In a controversy that led to the resignation of the New Hampshire Hospital CEO, it’s been revealed Wednesday that Dartmouth-Hitchcock has been in violation of a $36 million contract to staff the state’s psychiatric facilities.
Health and Human Services Commissioner Jeffrey Meyers broke the news to Gov. Chris Sununu on Wednesday morning that Dartmouth-Hitchcock has only been regularly providing between eight to 10 psychiatrists, instead of the 11 required by the contract. The position of geriatric psychiatrist has also not been filled since January. The $36 million contract for Dartmouth-Hitchcock to provide services at NH Hospital, the state-run hospital for mental health services, was signed by the Executive Council last fall.
Sununu told the Executive Council during their regularly scheduled meeting on Wednesday that he asked NH Hospital CEO Robert MacLeod to “step aside.” He also asked former HHS Commissioner Donald Shumway to run the hospital on an interim basis.
“We’ve been paying for psychiatrists that have not necessarily been there,” Sununu said during a news conference. “It’s troubling, it’s disappointing.”
Meyers sent Dartmouth-Hitchcock a letter Tuesday asking the hospital for a “corrective action plan” to be submitted by May 9. He discovered the violations after Executive Councilor Chris Pappas, D-Manchester, raised questions about the hospital’s staffing during the Executive Council’s meeting last month.
Executive Councilor Andru Volinsky, D-Concord, called for an outside evaluation of the quality of care at Dartmouth-Hitchcock. Sununu wanted a review of the contract for other compliance issues by the state’s attorney general. He would also be seeking reimbursement from the state psychiatric hospital for payments based on full staffing.
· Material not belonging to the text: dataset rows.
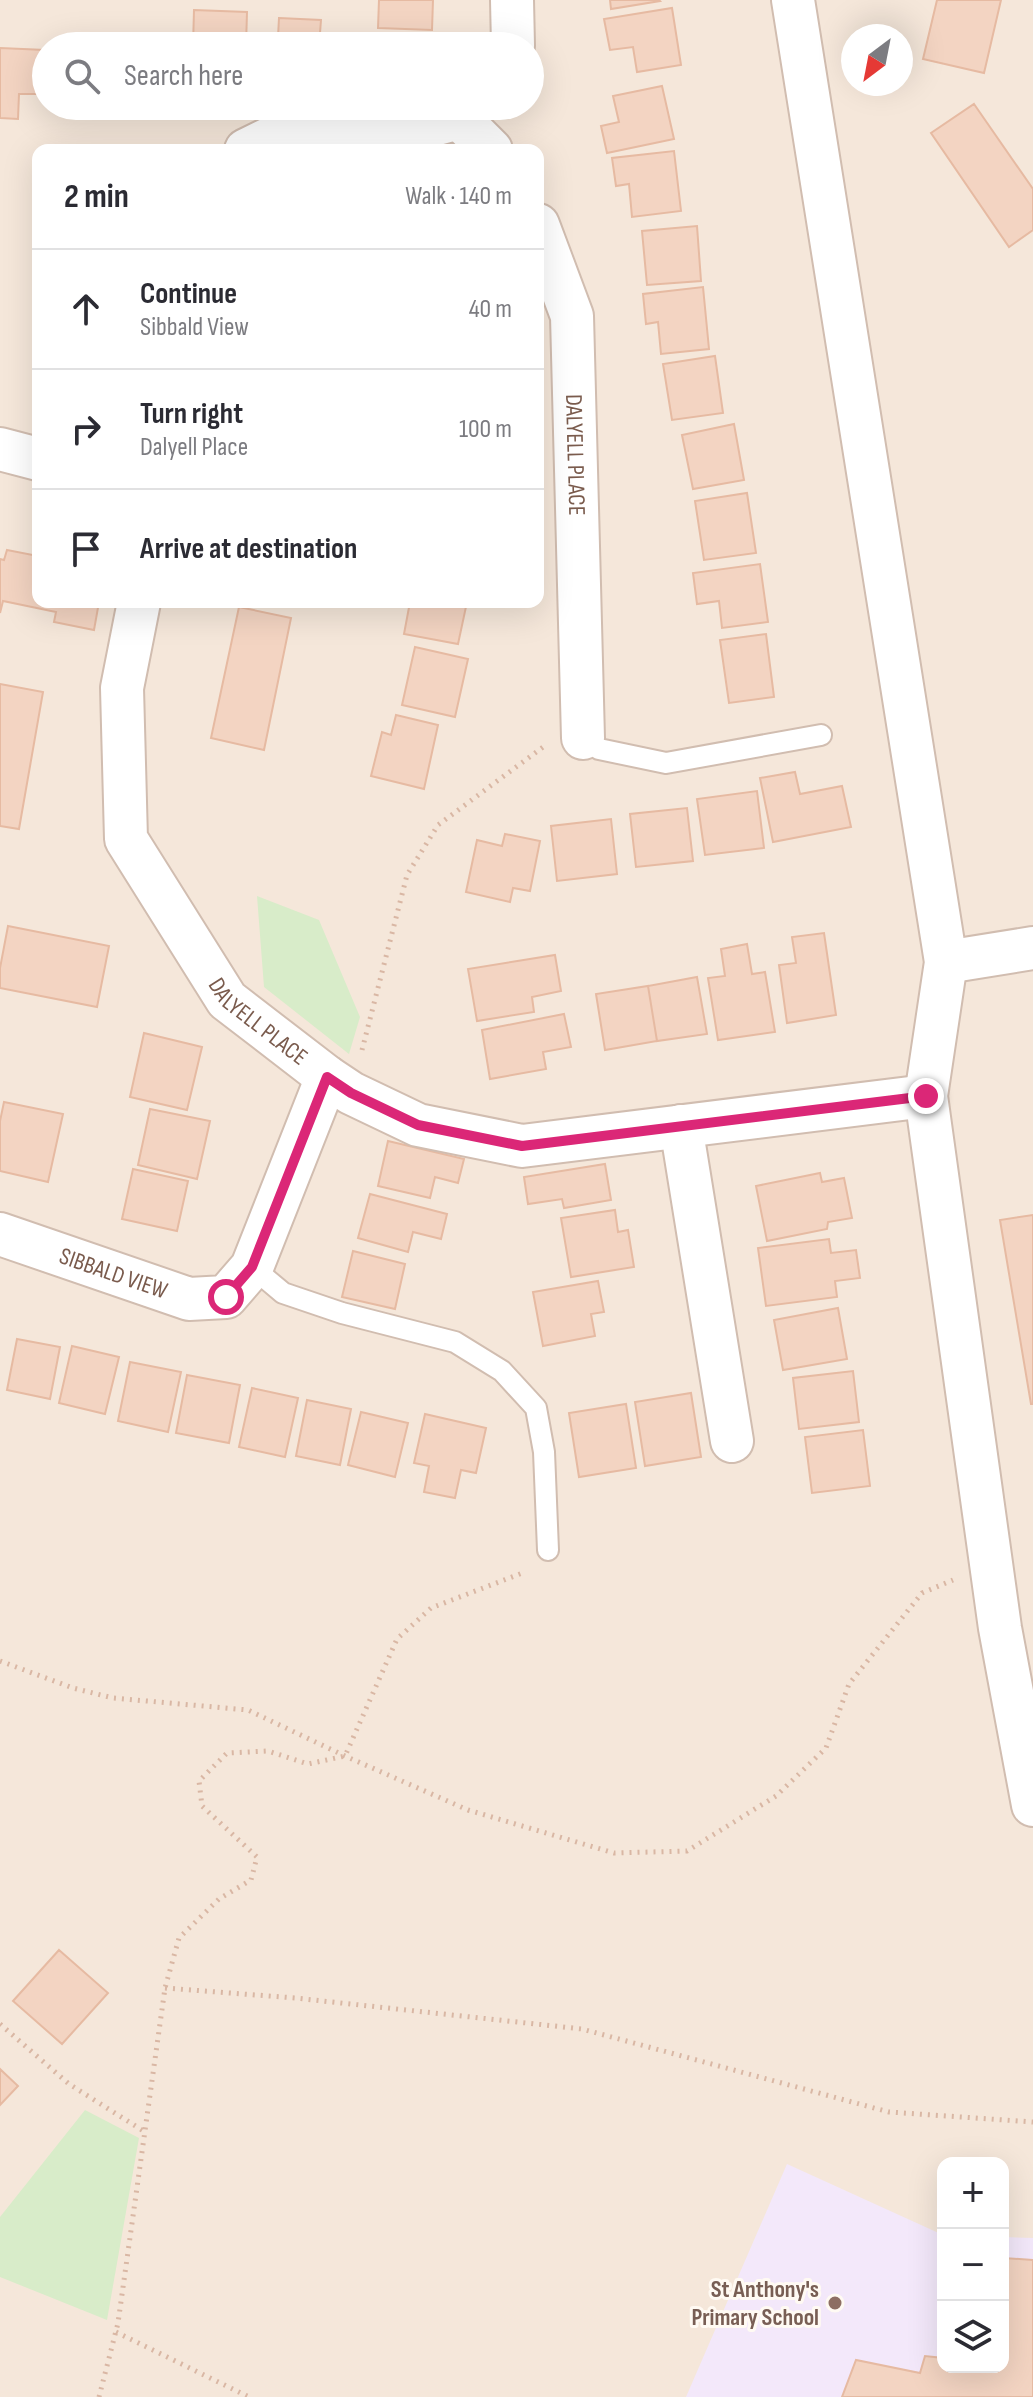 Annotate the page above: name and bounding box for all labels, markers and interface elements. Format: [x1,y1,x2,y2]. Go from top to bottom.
north arrow [841,24,913,96]
search box [32,32,544,120]
icon: search [60,54,104,98]
text: Search here [124,58,243,94]
text: 2 min [64,176,129,217]
text: Walk · 140 m [405,181,512,212]
text: Continue [140,276,237,312]
icon: ahead [64,287,108,331]
text: 40 m [469,294,512,325]
text: Sibbald View [140,312,249,343]
street label: DALYELL PLACE [559,394,591,516]
text: Turn right [140,396,243,432]
icon: right [64,407,108,451]
text: 100 m [459,414,512,445]
text: Dalyell Place [140,432,248,463]
icon: arrive [64,527,108,571]
text: Arrive at destination [140,531,357,567]
street label: DALYELL PLACE [202,973,313,1072]
route end [908,1078,944,1114]
street label: SIBBALD VIEW [55,1241,172,1306]
route start [208,1279,244,1315]
map controls [937,2157,1009,2373]
button: + [937,2157,1009,2229]
button: − [937,2229,1009,2301]
place label: St Anthony's Primary School [691,2275,819,2332]
marker: St Anthony's Primary School [826,2294,844,2312]
button: layers [937,2301,1009,2373]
Sununu and state health officials said it doesn’t appear that quality of care has been affected, and Meyers said he plans on monitoring contract compliance on a weekly basis.
Dartmouth-Hitchcock released a statement Wednesday afternoon saying state officials were already aware of the staffing levels.
“Throughout the course of this contract, the state agreed that the staffing levels have been appropriate and the patient care is high quality,” according to a statement from the hospital. “From the inception of this contract to provide clinical psychiatric services at New Hampshire Hospital, Dartmouth-Hitchcock has provided the state, including through weekly reports, current and projected staffing levels and any projected deficiencies.”
Dartmouth-Hitchcock also said it has “only been paid by the state through January of this year.”
“In light of questions raised regarding compensation for Dartmouth-Hitchcock, it is critically important to note that the agreement with the state is a ‘fixed price’ contract, and Dartmouth-Hitchcock has only been paid by the state through January of this year,” according to the statement. “Any suggestion that Dartmouth-Hitchcock has not been completely forthcoming with the state is factually incorrect and reflects a misunderstanding that requires clarification.”
The hospital said it is “deeply troubled” by criticisms from Sununu and Meyers and requested a meeting with them.
“Consequently, we have requested a meeting with Governor Sununu and Commissioner Meyers to discuss our mutual concerns and forge a path forward,” the statement reads. “Dartmouth-Hitchcock has been, and will remain, fully committed to the care of the State’s most vulnerable citizens, and we look forward to working with interim CEO Donald Shumway in continuing to provide that care at New Hampshire Hospital.”
Yet, the controversy comes on the heels of several news reports about concerns that the state doesn’t provide enough mental health services and that waiting list times for treatment beds has also increased.
“That’s what you don’t want to happen, a discontinuation in services or a loss in quality of care,” Sununu said. “We can’t go forward trusting the word of an organization that at this point isn’t trustworthy.”
The contract with Dartmouth-Hitchcock was controversial from the start when it was signed in September 2016 and became a significant issue during the election.
Last year, Dartmouth-Hitchcock transferred from Dartmouth College’s medical school to the private hospital and a group of psychiatrists quit amid a labor contract dispute.
The Executive Council approved the contract on September 7 and two days later, Dartmouth-Hitchcock announced its intention to lay off between 270 and 460 employees. The layoff announcement took then-Democratic Gov. Maggie Hassan by surprise, she said. It became a talking point for the New Hampshire Republican Party in their battle to reelect former Republican U.S. Sen. Kelly Ayotte.
The NHGOP also filed right-to-know requests charging that Hassan knew about the layoff announcement before the Executive Council voted on the contract.
At the time, Sununu, who was an executive councilor and gubernatorial candidate, called to cancel the contract and rebid it. However, he was outvoted and has since not called for the contract to be rebid.
Dartmouth-Hitchcock CEO James Weinstein also announced in December that he would retire from Dartmouth-Hitchcock on June 30.